Why is the clock running? Because, just like my credit card bill, the money in debt is “borrowed” in one way or another. And like any borrowed money, the borrower is charging interest against the debt. So, just like the monthly credit card bill, it’s constantly growing, even if the government isn’t spending more on something else at the moment.
Economics 101
In case you missed it, the 2025 US Government is ten times more indebted than the it was thirty-five years ago. Part of that amazing expansion is mitigated by the “value of the dollar”. What cost $1 in 1990, now costs $2.47 today (Inflation Calculator). The dollar is worth, in purchasing power, about 40% of what it used to be.
But it’s all tied together. The value of the money, what a dollar can purchase, is mostly determined by the amount of money in circulation. It’s “Economics 101”, supply and demand. If there is more money in supply, and the amount of goods to be purchased is relatively stable, than those goods will cost more. The “good purchased” didn’t change, but the value of the dollar to buy it went down. We call that inflation. And since the “supply of money” is increased by the tools the Government uses to finance the debt, then we can say that the money supply is increased by $36.9 trillion and growing. That’s the amount of the debt.
Tools
What are the “tools”? The US Treasury issues government bonds, a loan, a very safe investment for the public (and other Nations). They are “safe”, because “everyone” trusts that the US Government will ultimately pay off those bonds, with interest, without fail. And when those bonds (loans) come due – the Treasury sells more bonds to pay off the old ones. 80% of those bonds are owned by the public, both in the US and by foreign investors. 20% is owned by other parts of the US Government (US Debt).
It’s kind of like using a credit card to pay off another credit card. Sure, Mastercard is clear, but now Discover is a lot bigger. And the interest keeps adding up. Last year, the US Government spent $1 trillion, or about 15% of the annual budget, for interest payments on the debt.
Big, Beautiful Bill
So what about the “Big, Beautiful Bill” (BBB) just passed by the US House of Representatives? Well, the BBB cuts a lot of US spending, particularly on Medicaid and the SNAP (food stamp) programs: $1 trillion. And it saves more money by cutting Student Loan and Clean Energy benefits. And it also cuts a lot of taxes, particularly to the wealthy (CNBC). The Congressional Budget Office, a non-partisan part of the Government, scores the BBB as adding $2.7 trillion to the debt in the next ten years.
But part of that “scoring” was based on the Government income from the Trump Tariffs. As the courts are now asserting that those tariffs are Unconstitutional, the BBB might add much more to the total debt, as much as $10 trillion in the next decade. In his first term, Trump added $7.8 trillion to the National Debt. In contrast, Obama added $9 trillion (in two terms), and Biden added $4.7 trillion. As already noted, almost everyone knows how to spend money.
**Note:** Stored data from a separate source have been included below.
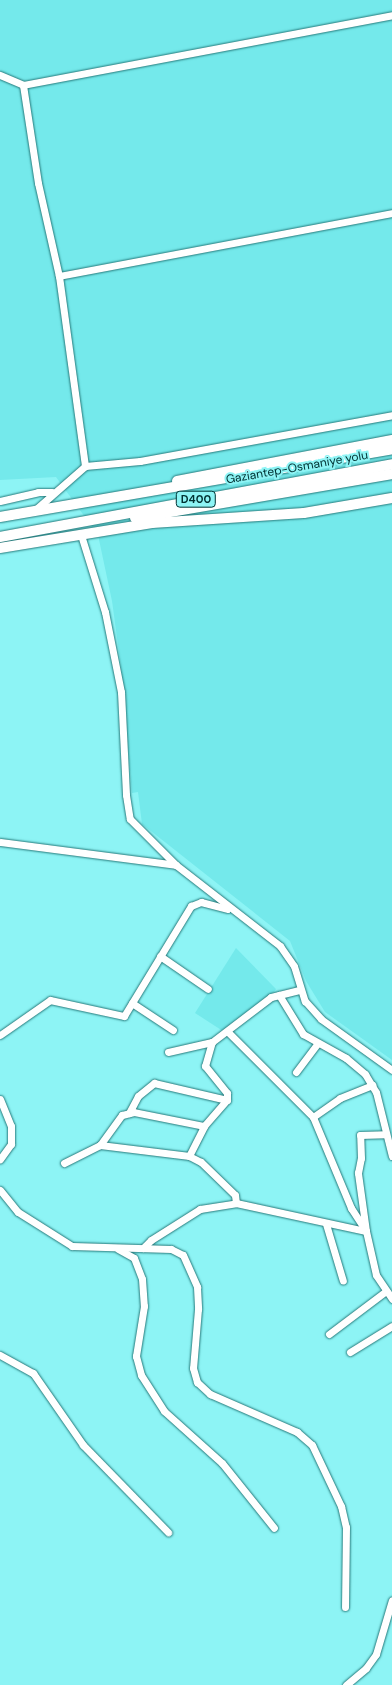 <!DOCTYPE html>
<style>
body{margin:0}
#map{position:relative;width:392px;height:1685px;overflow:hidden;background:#8df4f5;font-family:"DM Sans",sans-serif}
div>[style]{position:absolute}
.built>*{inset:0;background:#74e9eb}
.roads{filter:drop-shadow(0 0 1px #26797a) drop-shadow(0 0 1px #26797a)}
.minor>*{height:7px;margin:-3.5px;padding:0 3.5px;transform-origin:3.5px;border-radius:3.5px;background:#fff}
.highway>*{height:10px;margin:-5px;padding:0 5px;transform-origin:5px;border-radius:5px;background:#fff}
span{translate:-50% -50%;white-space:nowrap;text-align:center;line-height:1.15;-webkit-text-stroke:4px #8df4f5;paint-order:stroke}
.shield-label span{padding:1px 4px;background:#8df4f5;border:1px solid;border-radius:4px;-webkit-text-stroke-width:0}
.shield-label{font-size:11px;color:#003132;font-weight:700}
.street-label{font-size:12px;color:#003132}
</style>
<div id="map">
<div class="built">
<i style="clip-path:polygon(0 0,392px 0,392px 1060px,325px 1012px,306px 981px,290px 941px,142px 824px,138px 792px,132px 793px,121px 667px,112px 601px,98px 535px,56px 477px,0 480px)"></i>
<i style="clip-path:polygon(236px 948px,276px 989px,267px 1001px,229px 1035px,195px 1013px)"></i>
</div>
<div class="roads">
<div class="minor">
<i style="left:0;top:75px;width:25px;rotate:23deg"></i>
<i style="left:23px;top:85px;width:99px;rotate:81.3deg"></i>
<i style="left:38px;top:183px;width:95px;rotate:77.3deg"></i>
<i style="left:59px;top:276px;width:192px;rotate:82.2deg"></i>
<i style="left:85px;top:466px;width:55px;rotate:-5.2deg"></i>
<i style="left:140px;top:461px;width:256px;rotate:-10.3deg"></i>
<i style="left:23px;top:85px;width:376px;rotate:-10.7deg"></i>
<i style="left:59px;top:276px;width:339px;rotate:-10.7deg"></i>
<i style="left:0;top:501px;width:39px;rotate:-13deg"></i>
<i style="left:38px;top:492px;width:14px"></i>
<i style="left:35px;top:510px;width:67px;rotate:-41.3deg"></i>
<i style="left:81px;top:535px;width:81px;rotate:72.7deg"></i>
<i style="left:105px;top:612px;width:82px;rotate:78.7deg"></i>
<i style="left:121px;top:692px;width:103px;rotate:87.2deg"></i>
<i style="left:126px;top:795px;width:24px;rotate:81deg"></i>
<i style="left:130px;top:819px;width:65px;rotate:45deg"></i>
<i style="left:176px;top:865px;width:132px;rotate:37.9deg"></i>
<i style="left:280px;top:946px;width:24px;rotate:55deg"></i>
<i style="left:294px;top:966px;width:37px;rotate:73deg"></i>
<i style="left:305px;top:1001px;width:24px;rotate:48deg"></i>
<i style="left:321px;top:1019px;width:87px;rotate:35.7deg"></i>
<i style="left:0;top:842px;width:177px;rotate:7.4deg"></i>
<i style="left:160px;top:956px;width:58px;rotate:34.5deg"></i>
<i style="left:279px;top:995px;width:46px;rotate:58.4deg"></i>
<i style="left:303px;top:1034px;width:49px;rotate:29.2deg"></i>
<i style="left:346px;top:1058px;width:25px;rotate:40deg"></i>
<i style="left:365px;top:1074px;width:21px;rotate:59deg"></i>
<i style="left:376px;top:1092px;width:66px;rotate:76deg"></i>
<i style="left:132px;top:1003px;width:49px;rotate:33.4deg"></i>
<i style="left:229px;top:1033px;width:119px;rotate:45deg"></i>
<i style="left:313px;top:1117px;width:99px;rotate:67.3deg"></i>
<i style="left:351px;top:1208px;width:27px;rotate:57deg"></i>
<i style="left:366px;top:1231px;width:45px;rotate:77.2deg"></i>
<i style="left:376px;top:1275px;width:29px;rotate:56deg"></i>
<i style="left:0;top:1035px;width:61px;rotate:-35deg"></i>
<i style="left:50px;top:1000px;width:76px;rotate:12.2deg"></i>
<i style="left:124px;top:1016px;width:129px;rotate:-58.7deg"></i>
<i style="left:191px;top:906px;width:11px;rotate:-22deg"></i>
<i style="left:201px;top:902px;width:27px;rotate:15deg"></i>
<i style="left:168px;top:1052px;width:45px;rotate:-12.8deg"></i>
<i style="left:296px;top:1072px;width:36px;rotate:-53deg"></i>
<i style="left:0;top:1099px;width:29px;rotate:68deg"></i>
<i style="left:11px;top:1126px;width:18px;rotate:90deg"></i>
<i style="left:11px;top:1144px;width:19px;rotate:126deg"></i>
<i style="left:129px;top:1113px;width:19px;rotate:-62deg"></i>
<i style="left:138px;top:1096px;width:21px;rotate:-39deg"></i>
<i style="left:154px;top:1083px;width:75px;rotate:13.1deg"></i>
<i style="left:313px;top:1117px;width:33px;rotate:-35deg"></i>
<i style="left:340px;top:1098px;width:35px;rotate:-22deg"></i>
<i style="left:100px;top:1145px;width:90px;rotate:7deg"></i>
<i style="left:189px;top:1156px;width:13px;rotate:27deg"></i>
<i style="left:201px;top:1162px;width:47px;rotate:44.1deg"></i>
<i style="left:235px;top:1195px;width:8px;rotate:83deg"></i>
<i style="left:189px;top:1156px;width:34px;rotate:-63deg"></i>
<i style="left:204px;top:1126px;width:35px;rotate:-49deg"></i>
<i style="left:227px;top:1100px;width:7px;rotate:-90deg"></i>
<i style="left:227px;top:1093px;width:35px;rotate:-129deg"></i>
<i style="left:205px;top:1066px;width:25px;rotate:-74deg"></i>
<i style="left:212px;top:1042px;width:74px;rotate:-37.3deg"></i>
<i style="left:271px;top:997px;width:30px;rotate:-14deg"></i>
<i style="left:64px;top:1163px;width:40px;rotate:-26.6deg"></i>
<i style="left:100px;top:1145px;width:37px;rotate:-54deg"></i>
<i style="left:122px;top:1115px;width:12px;rotate:-14deg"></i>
<i style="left:134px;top:1112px;width:71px;rotate:11.3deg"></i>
<i style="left:0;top:1190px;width:28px;rotate:51deg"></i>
<i style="left:18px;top:1212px;width:64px;rotate:32.2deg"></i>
<i style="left:72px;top:1246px;width:99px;rotate:1.7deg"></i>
<i style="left:171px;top:1249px;width:13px;rotate:27deg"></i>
<i style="left:183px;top:1255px;width:35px;rotate:66deg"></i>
<i style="left:197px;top:1287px;width:22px;rotate:87deg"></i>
<i style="left:198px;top:1309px;width:59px;rotate:94.8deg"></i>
<i style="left:193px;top:1368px;width:15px;rotate:74deg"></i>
<i style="left:197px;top:1382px;width:18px;rotate:43deg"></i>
<i style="left:210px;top:1394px;width:95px;rotate:23.6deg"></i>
<i style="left:297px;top:1432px;width:20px;rotate:41deg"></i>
<i style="left:312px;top:1445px;width:68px;rotate:64.6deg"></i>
<i style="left:341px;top:1506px;width:22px;rotate:77deg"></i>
<i style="left:346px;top:1527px;width:80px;rotate:90.7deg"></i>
<i style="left:326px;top:1224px;width:59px;rotate:73.4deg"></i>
<i style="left:143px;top:1248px;width:11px;rotate:-45deg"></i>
<i style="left:151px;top:1240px;width:58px;rotate:-32.3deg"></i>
<i style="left:200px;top:1209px;width:36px;rotate:-9deg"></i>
<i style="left:236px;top:1203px;width:133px;rotate:12.2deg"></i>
<i style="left:366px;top:1231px;width:59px;rotate:-97.9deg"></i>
<i style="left:358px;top:1173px;width:15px;rotate:-79deg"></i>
<i style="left:361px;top:1158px;width:23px;rotate:-92deg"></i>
<i style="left:360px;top:1135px;width:25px;rotate:-2deg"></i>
<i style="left:118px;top:1249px;width:18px;rotate:29deg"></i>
<i style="left:134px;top:1258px;width:22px;rotate:69deg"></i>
<i style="left:142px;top:1279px;width:27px;rotate:86deg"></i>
<i style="left:144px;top:1306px;width:51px;rotate:99.1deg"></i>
<i style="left:136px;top:1356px;width:20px;rotate:75deg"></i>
<i style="left:141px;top:1375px;width:43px;rotate:57.4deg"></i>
<i style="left:164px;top:1411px;width:78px;rotate:41.9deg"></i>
<i style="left:222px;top:1463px;width:83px;rotate:51.3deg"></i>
<i style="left:329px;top:1334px;width:71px;rotate:-37deg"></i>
<i style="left:350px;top:1352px;width:49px;rotate:-31.8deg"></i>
<i style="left:0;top:1355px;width:38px;rotate:29deg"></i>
<i style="left:33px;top:1373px;width:88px;rotate:55.2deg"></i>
<i style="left:83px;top:1445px;width:122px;rotate:45.7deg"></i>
<i style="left:346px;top:1685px;width:26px;rotate:-40deg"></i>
<i style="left:366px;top:1668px;width:17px;rotate:-54deg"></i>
<i style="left:376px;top:1654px;width:56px;rotate:-73.5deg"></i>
</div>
<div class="highway">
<i style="left:177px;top:481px;width:219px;rotate:-10.8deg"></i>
<i style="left:0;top:517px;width:398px;rotate:-9.8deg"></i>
<i style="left:135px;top:518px;width:261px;rotate:-9.7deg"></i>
<i style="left:0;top:537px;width:399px;rotate:-10.5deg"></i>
<i style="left:0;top:548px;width:154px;rotate:-9.3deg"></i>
<i style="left:152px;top:523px;width:152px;rotate:-3.8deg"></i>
<i style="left:304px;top:513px;width:89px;rotate:-9.7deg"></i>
</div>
</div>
<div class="shield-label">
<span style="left:196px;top:499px">D400</span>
</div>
<div class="street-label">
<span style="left:297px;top:468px;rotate:-10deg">Gaziantep-Osmaniye yolu</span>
</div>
</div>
So what’s the worry? Well, first of all, the government will continue to spend more and more just to “service” the debt. That’s money not going to education, or healthcare, or even fighter jets rolling into the sea. And second, the increased debt continues to reduce the value of the dollar. That’s fine, as long as incomes continue to go up, a “break-even” deal. But for those on fixed incomes, pensions and the like, increased prices means decreased quality of life. And for those dependent on government help, Medicaid and Medicare, they will face a double whammy: higher prices, and less help.
That’s America’s problem, no matter what your political “flavor”.